# YOUR TASK
Although the records contain pictures, print none of them; print exactly the lines from the one with "I am building" through the last line.

[[ MATERIAL FOR THIS TASK, beginning ]]

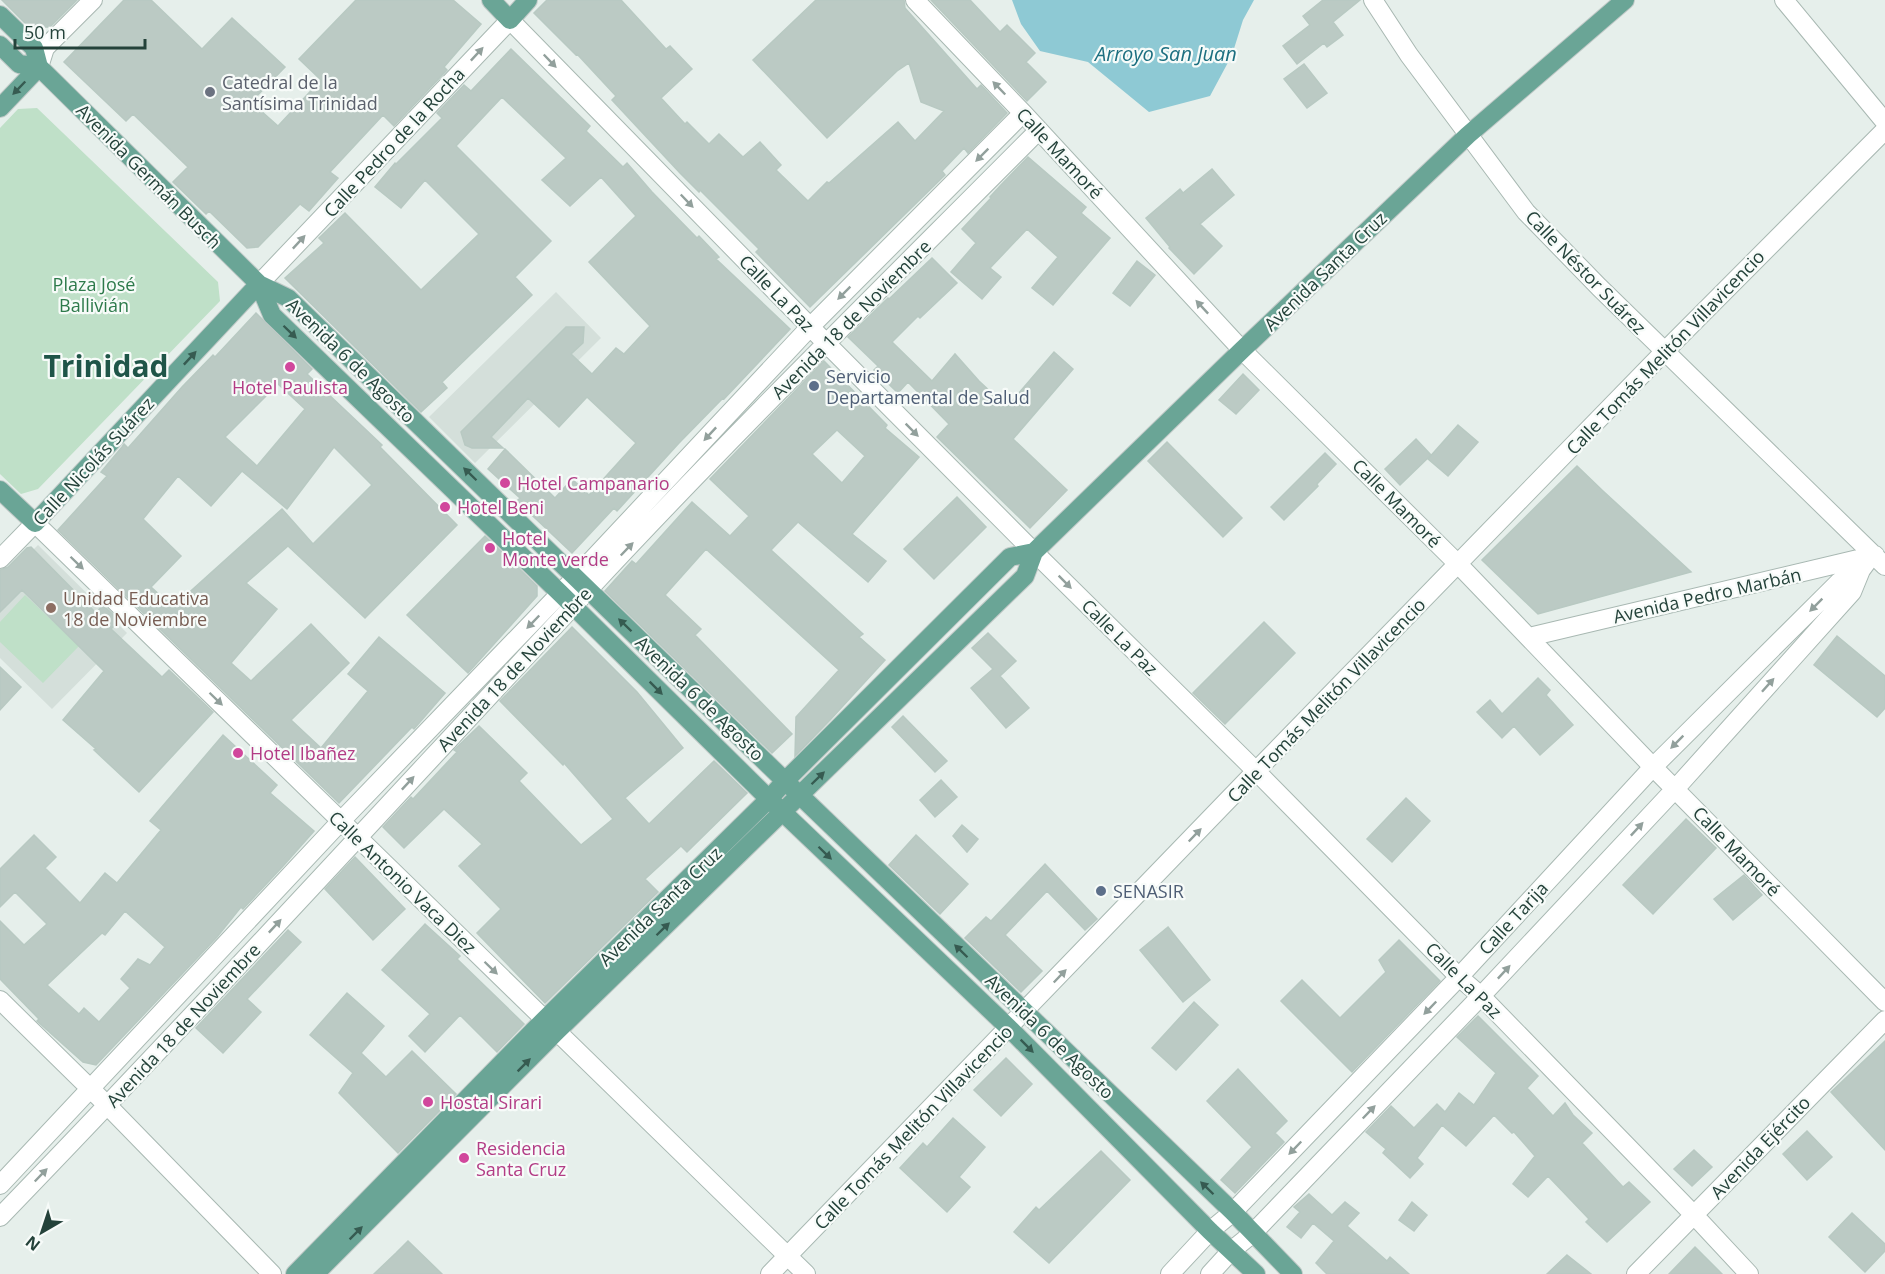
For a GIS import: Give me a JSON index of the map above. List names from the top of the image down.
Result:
{
  "streets": {
    "main road": [
      "Calle Pedro de la Rocha",
      "Avenida Germán Busch",
      "Avenida Santa Cruz",
      "Calle La Paz",
      "Avenida 6 de Agosto",
      "Calle Nicolás Suárez",
      "Calle Antonio Vaca Diez"
    ],
    "street": [
      "Calle Mamoré",
      "Calle Néstor Suárez",
      "Avenida 18 de Noviembre",
      "Calle Tomás Melitón Villavicencio",
      "Avenida Pedro Marbán",
      "Calle Tarija",
      "Avenida Ejército"
    ]
  },
  "crossings": [
    ["Calle Pedro de la Rocha", "Avenida Germán Busch"],
    ["Calle Pedro de la Rocha", "Calle La Paz"],
    ["Calle Pedro de la Rocha", "Avenida 6 de Agosto"],
    ["Calle Pedro de la Rocha", "Calle Nicolás Suárez"],
    ["Calle Mamoré", "Avenida Santa Cruz"],
    ["Calle Mamoré", "Avenida 18 de Noviembre"],
    ["Calle Mamoré", "Calle Tomás Melitón Villavicencio"],
    ["Calle Mamoré", "Avenida Pedro Marbán"],
    ["Calle Mamoré", "Calle Tarija"],
    ["Avenida Germán Busch", "Avenida 6 de Agosto"],
    ["Avenida Germán Busch", "Calle Nicolás Suárez"],
    ["Avenida Santa Cruz", "Calle Néstor Suárez"],
    ["Avenida Santa Cruz", "Calle La Paz"],
    ["Avenida Santa Cruz", "Avenida 6 de Agosto"],
    ["Avenida Santa Cruz", "Calle Antonio Vaca Diez"],
    ["Calle Néstor Suárez", "Calle Tomás Melitón Villavicencio"],
    ["Calle Néstor Suárez", "Avenida Pedro Marbán"],
    ["Calle Néstor Suárez", "Calle Tarija"],
    ["Calle La Paz", "Avenida 18 de Noviembre"],
    ["Calle La Paz", "Calle Tomás Melitón Villavicencio"],
    ["Calle La Paz", "Calle Tarija"],
    ["Calle La Paz", "Avenida Ejército"],
    ["Avenida 18 de Noviembre", "Avenida 6 de Agosto"],
    ["Avenida 18 de Noviembre", "Calle Antonio Vaca Diez"],
    ["Calle Tomás Melitón Villavicencio", "Avenida 6 de Agosto"],
    ["Calle Tomás Melitón Villavicencio", "Calle Antonio Vaca Diez"],
    ["Avenida 6 de Agosto", "Calle Nicolás Suárez"],
    ["Avenida 6 de Agosto", "Calle Tarija"],
    ["Calle Nicolás Suárez", "Calle Antonio Vaca Diez"],
    ["Avenida Pedro Marbán", "Calle Tarija"]
  ],
  "one_way": [
    "Calle Pedro de la Rocha",
    "Calle La Paz",
    "Calle Nicolás Suárez",
    "Calle Antonio Vaca Diez"
  ],
  "districts": ["Trinidad"],
  "water": ["Arroyo San Juan"],
  "parks": ["Plaza José Ballivián"],
  "places": [
    "Catedral de la Santísima Trinidad",
    "Hotel Paulista",
    "Servicio Departamental de Salud",
    "Hotel Campanario",
    "Hotel Beni",
    "Hotel Monte verde",
    "Unidad Educativa 18 de Noviembre",
    "Hotel Ibañez",
    "SENASIR",
    "Hostal Sirari",
    "Residencia Santa Cruz"
  ],
  "scale_bar": "50 m",
  "north": "bottom left"
}
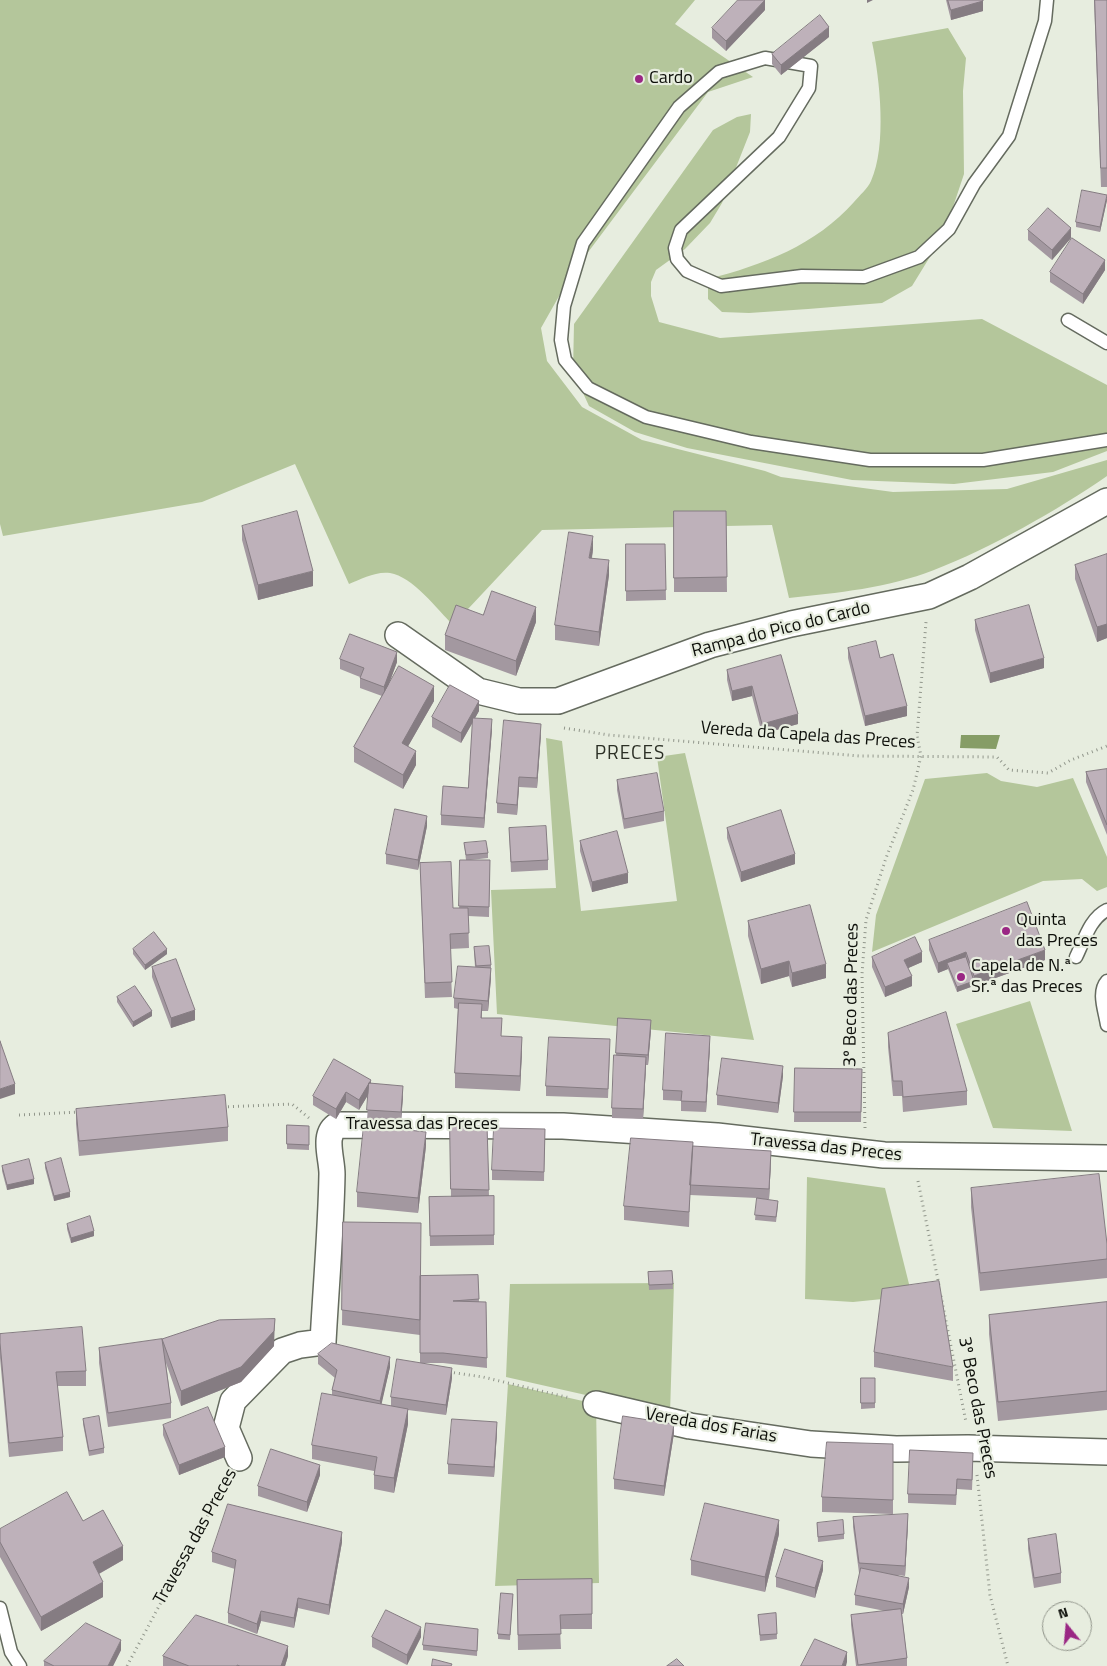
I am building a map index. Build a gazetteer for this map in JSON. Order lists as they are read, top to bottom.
{
  "streets": {
    "street": ["Rampa do Pico do Cardo", "Travessa das Preces", "Vereda dos Farias"],
    "path": ["Vereda da Capela das Preces", "3º Beco das Preces"]
  },
  "crossings": [
    ["Vereda da Capela das Preces", "3º Beco das Preces"],
    ["3º Beco das Preces", "Travessa das Preces"],
    ["3º Beco das Preces", "Vereda dos Farias"]
  ],
  "districts": ["PRECES"],
  "places": ["Cardo", "Quinta das Preces", "Capela de N.ª Sr.ª das Preces"],
  "north": "top"
}
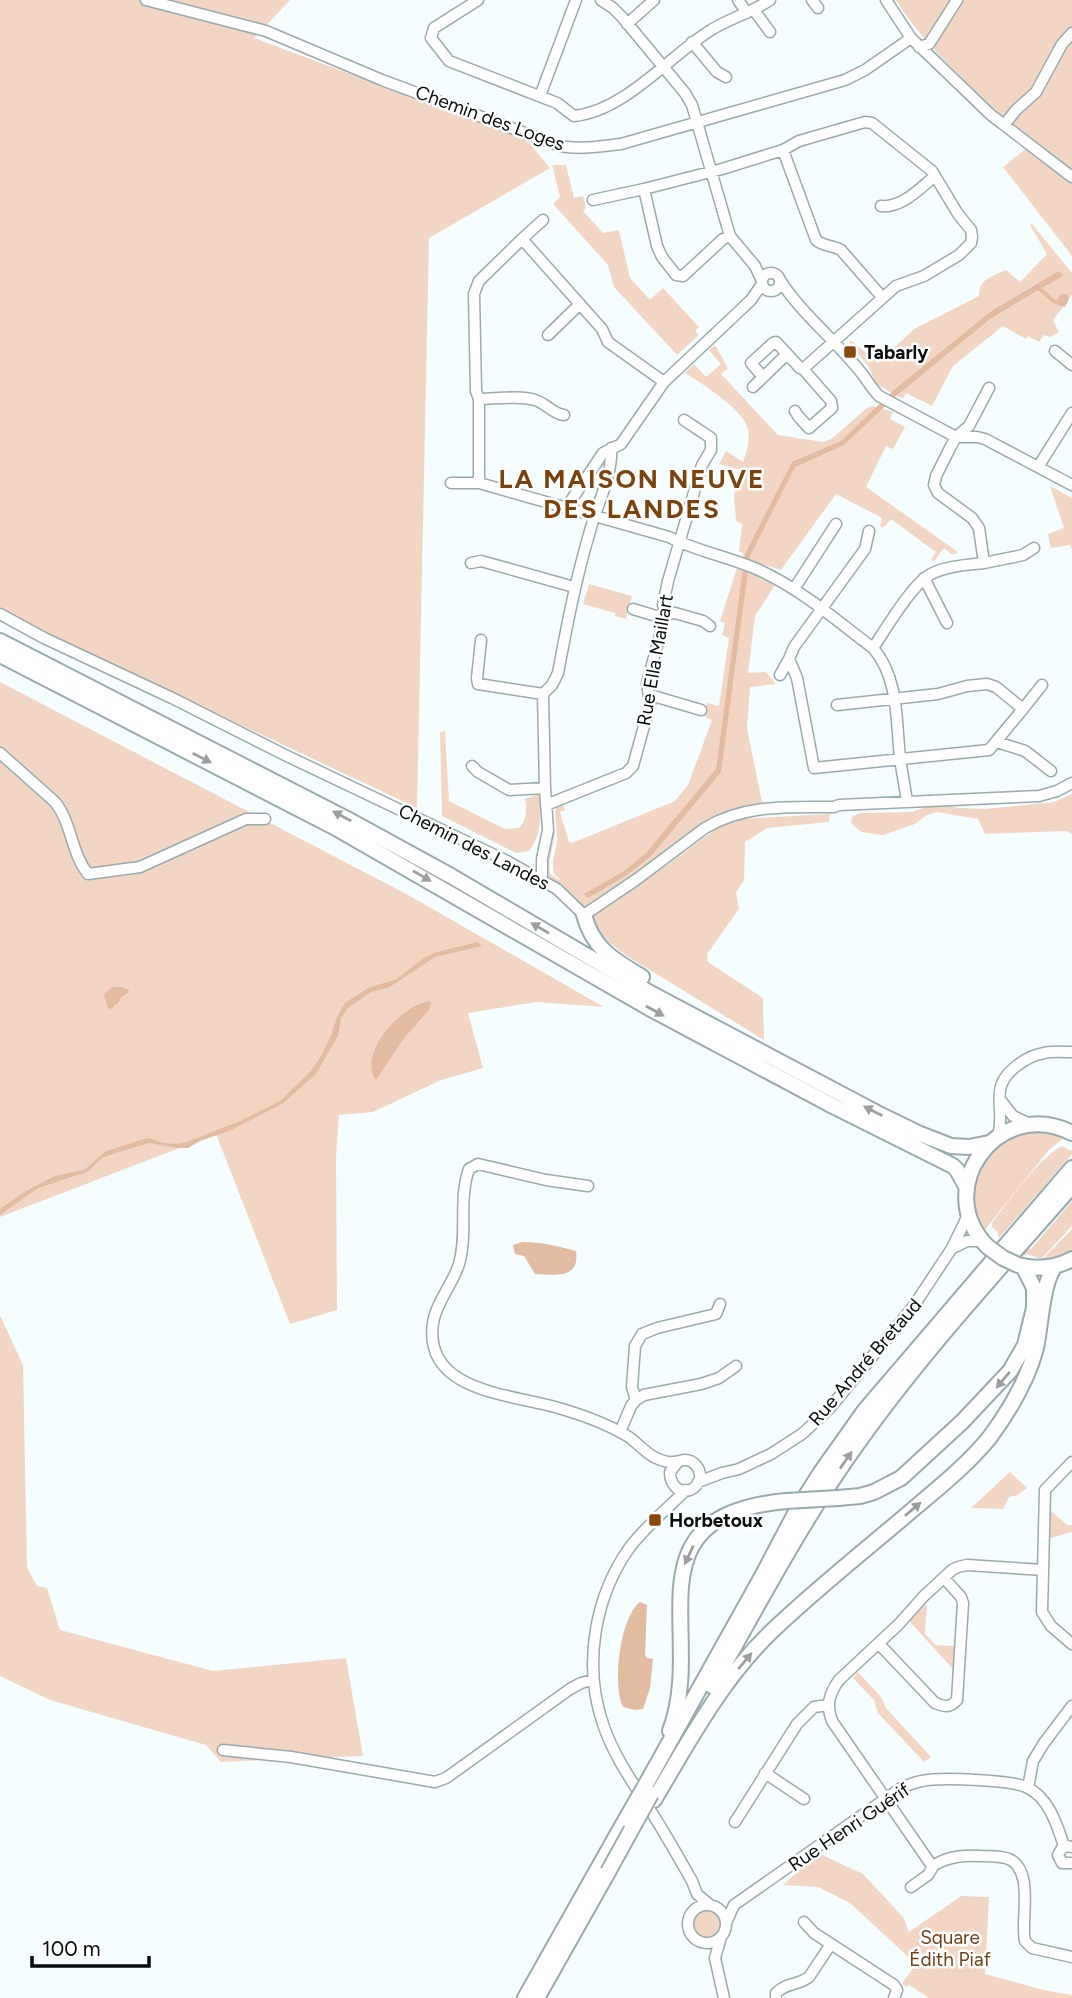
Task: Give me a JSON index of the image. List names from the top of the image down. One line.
{"streets":{"street":["Chemin des Loges","Rue Ella Maillart","Chemin des Landes","Rue André Bretaud","Rue Henri Guérif"]},"districts":["LA MAISON NEUVE DES LANDES"],"parks":["Square Édith Piaf"],"places":{"transit":["Tabarly","Horbetoux"]},"scale_bar":"100 m"}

[[ MATERIAL FOR THIS TASK, end ]]

# EXERCISE SOLUTION
I am building a map index. Build a gazetteer for this map in JSON. Order lists as they are read, top to bottom.
{
  "streets": {
    "street": ["Rampa do Pico do Cardo", "Travessa das Preces", "Vereda dos Farias"],
    "path": ["Vereda da Capela das Preces", "3º Beco das Preces"]
  },
  "crossings": [
    ["Vereda da Capela das Preces", "3º Beco das Preces"],
    ["3º Beco das Preces", "Travessa das Preces"],
    ["3º Beco das Preces", "Vereda dos Farias"]
  ],
  "districts": ["PRECES"],
  "places": ["Cardo", "Quinta das Preces", "Capela de N.ª Sr.ª das Preces"],
  "north": "top"
}
Task: Give me a JSON index of the image. List names from the top of the image down. One line.
{"streets":{"street":["Chemin des Loges","Rue Ella Maillart","Chemin des Landes","Rue André Bretaud","Rue Henri Guérif"]},"districts":["LA MAISON NEUVE DES LANDES"],"parks":["Square Édith Piaf"],"places":{"transit":["Tabarly","Horbetoux"]},"scale_bar":"100 m"}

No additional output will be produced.